TASK TO COMPLETE -
Find all the lines in the material below with the word "lists", and copy them.

ENTRIES PROVIDED -
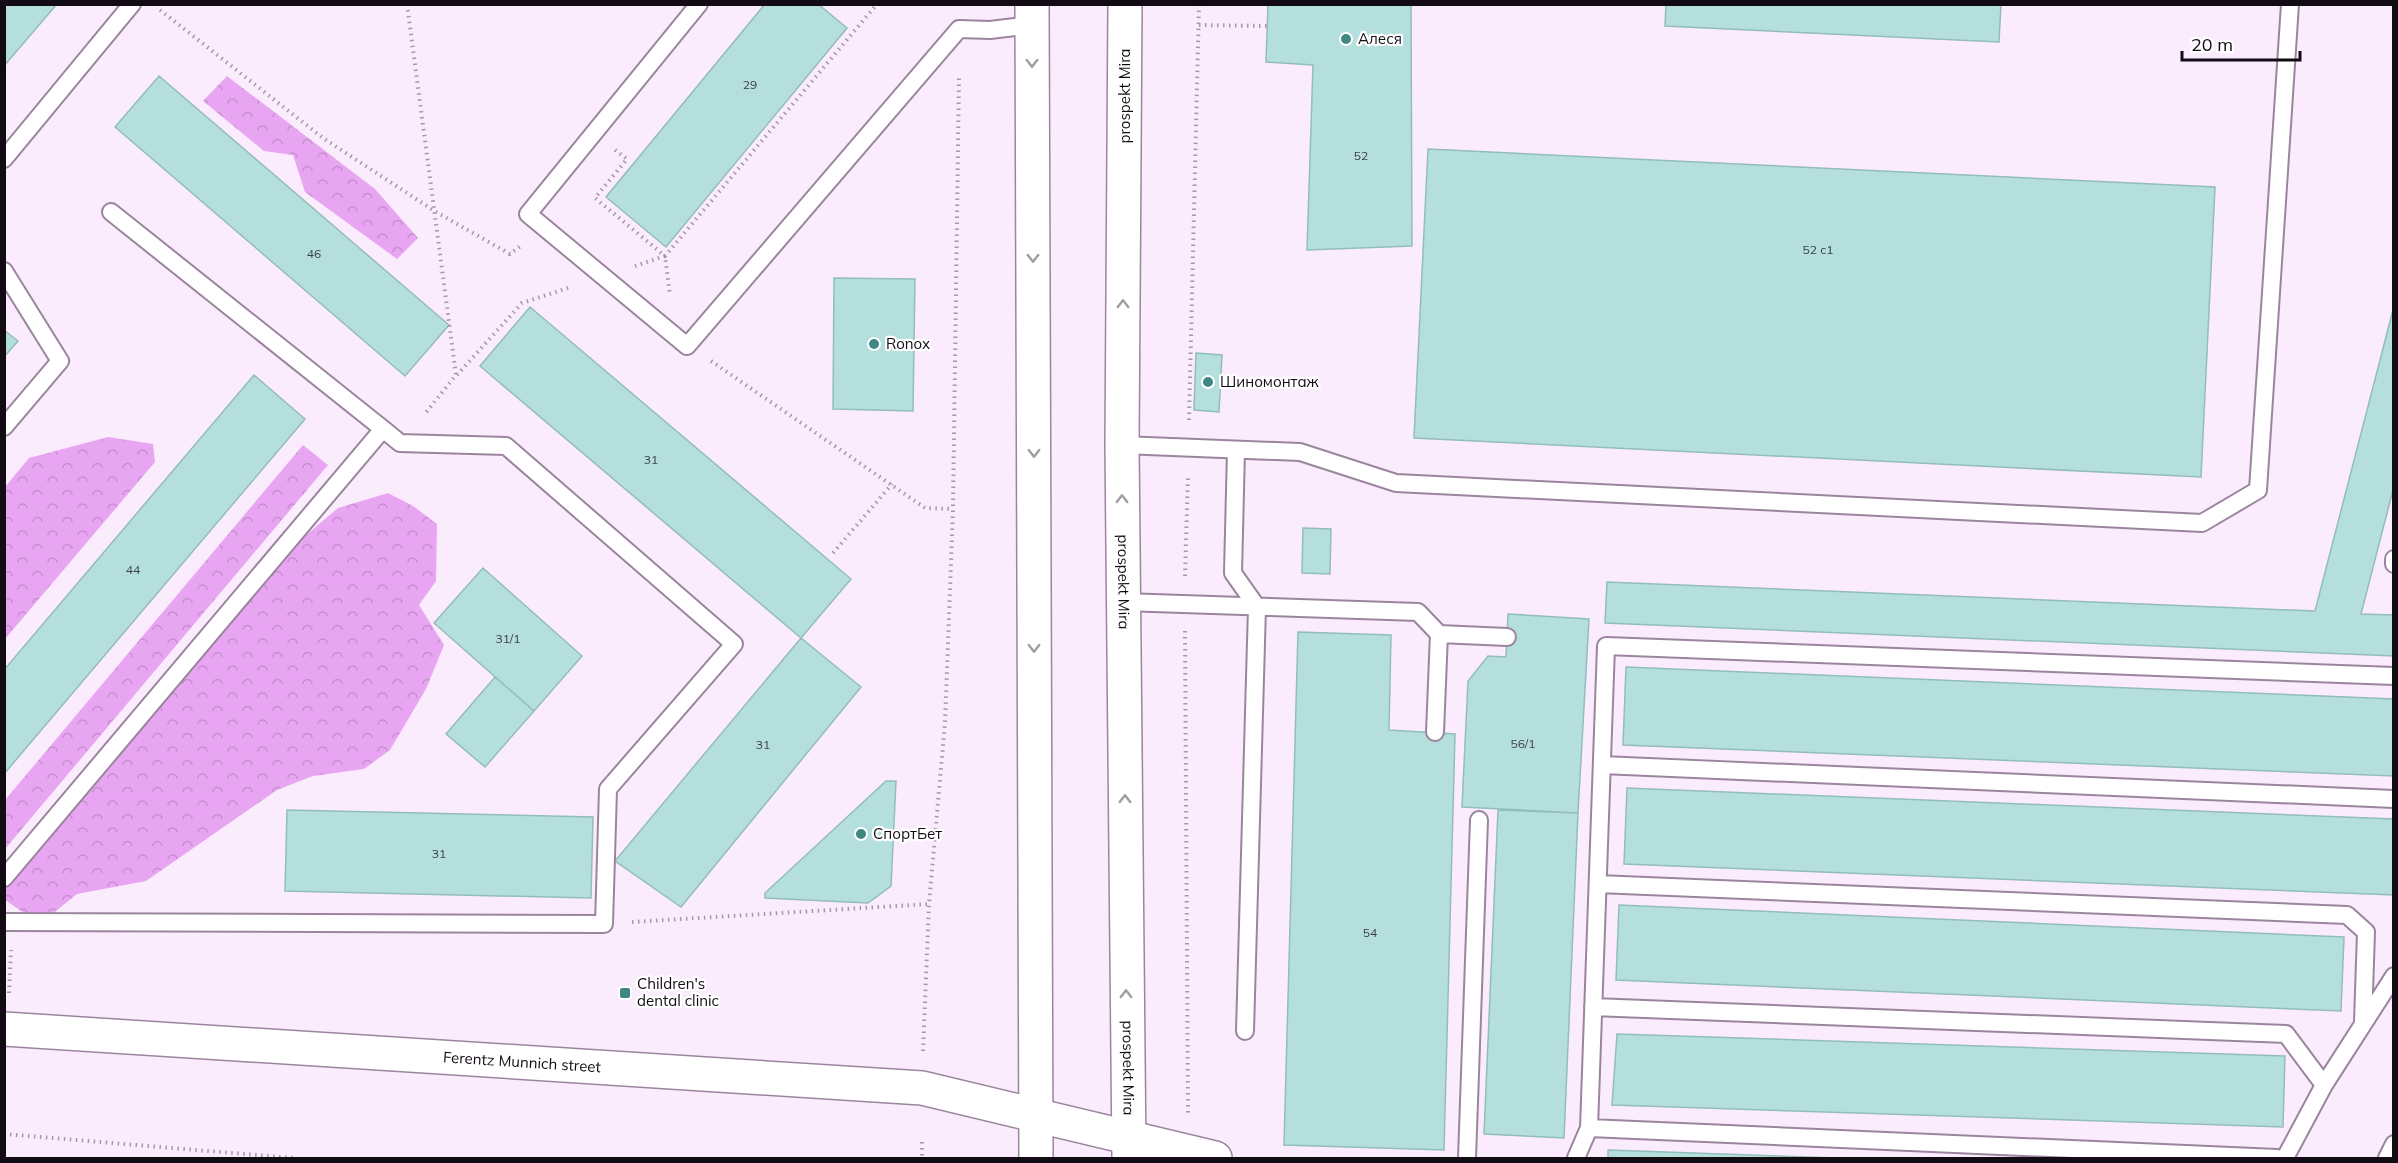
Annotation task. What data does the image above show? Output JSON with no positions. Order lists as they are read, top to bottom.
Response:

---

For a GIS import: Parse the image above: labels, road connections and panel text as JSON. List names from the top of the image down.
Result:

---

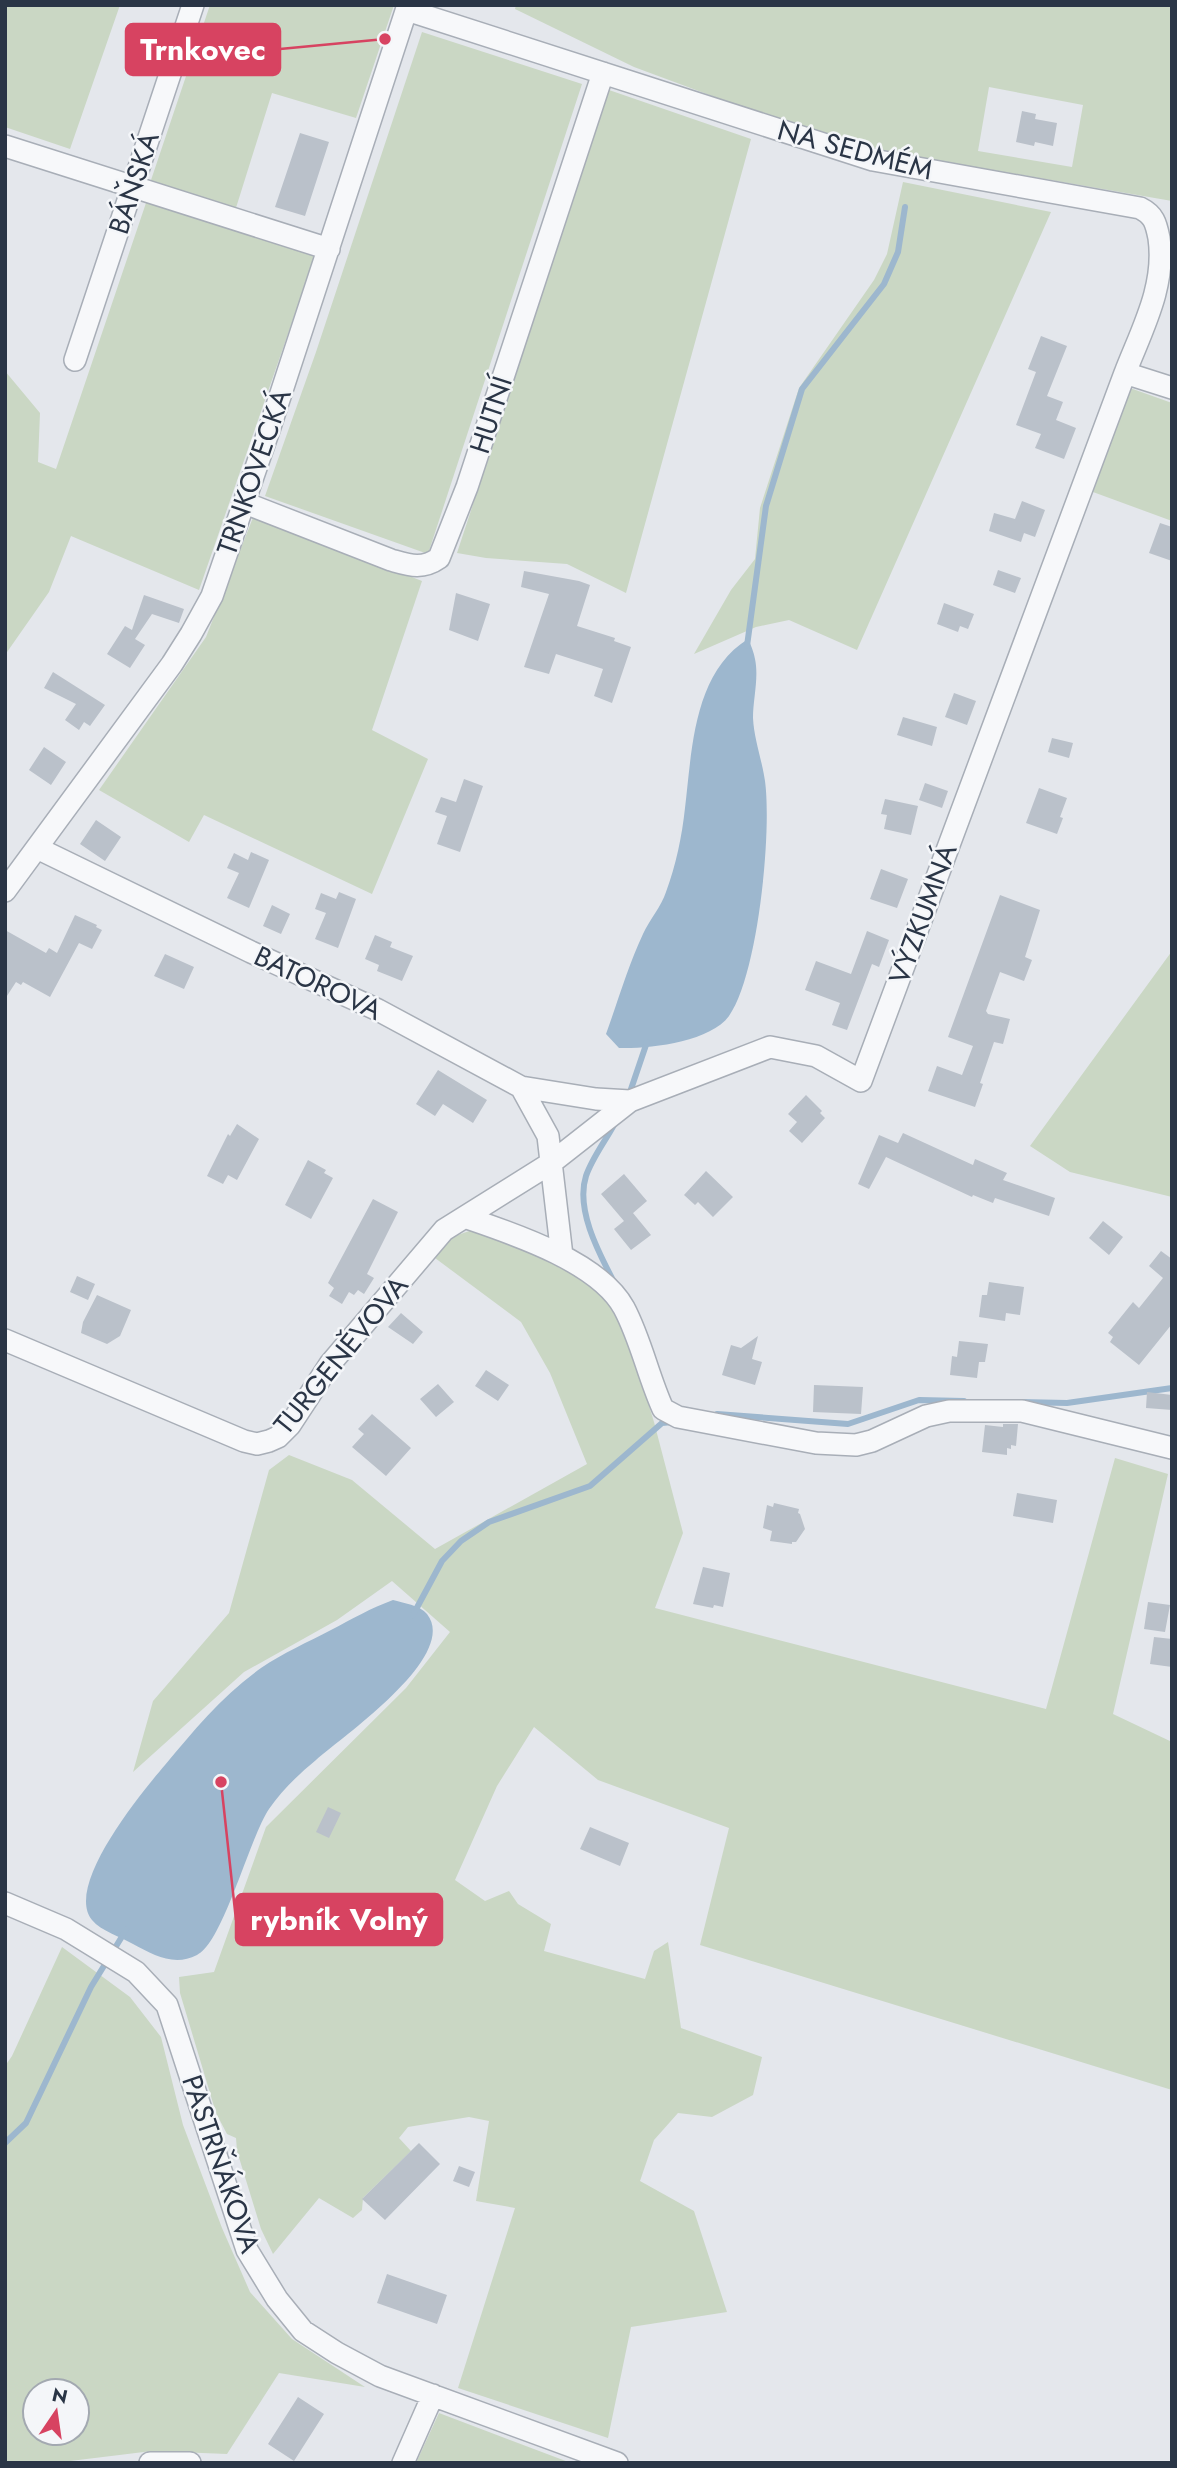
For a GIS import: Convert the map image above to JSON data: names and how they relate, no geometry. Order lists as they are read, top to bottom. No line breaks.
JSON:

EXERCISE ANSWER -
Annotation task. What data does the image above show? Output JSON with no positions. Order lists as they are read, top to bottom.
For a GIS import: Convert the map image above to JSON data: names and how they relate, no geometry. Order lists as they are read, top to bottom. No line breaks.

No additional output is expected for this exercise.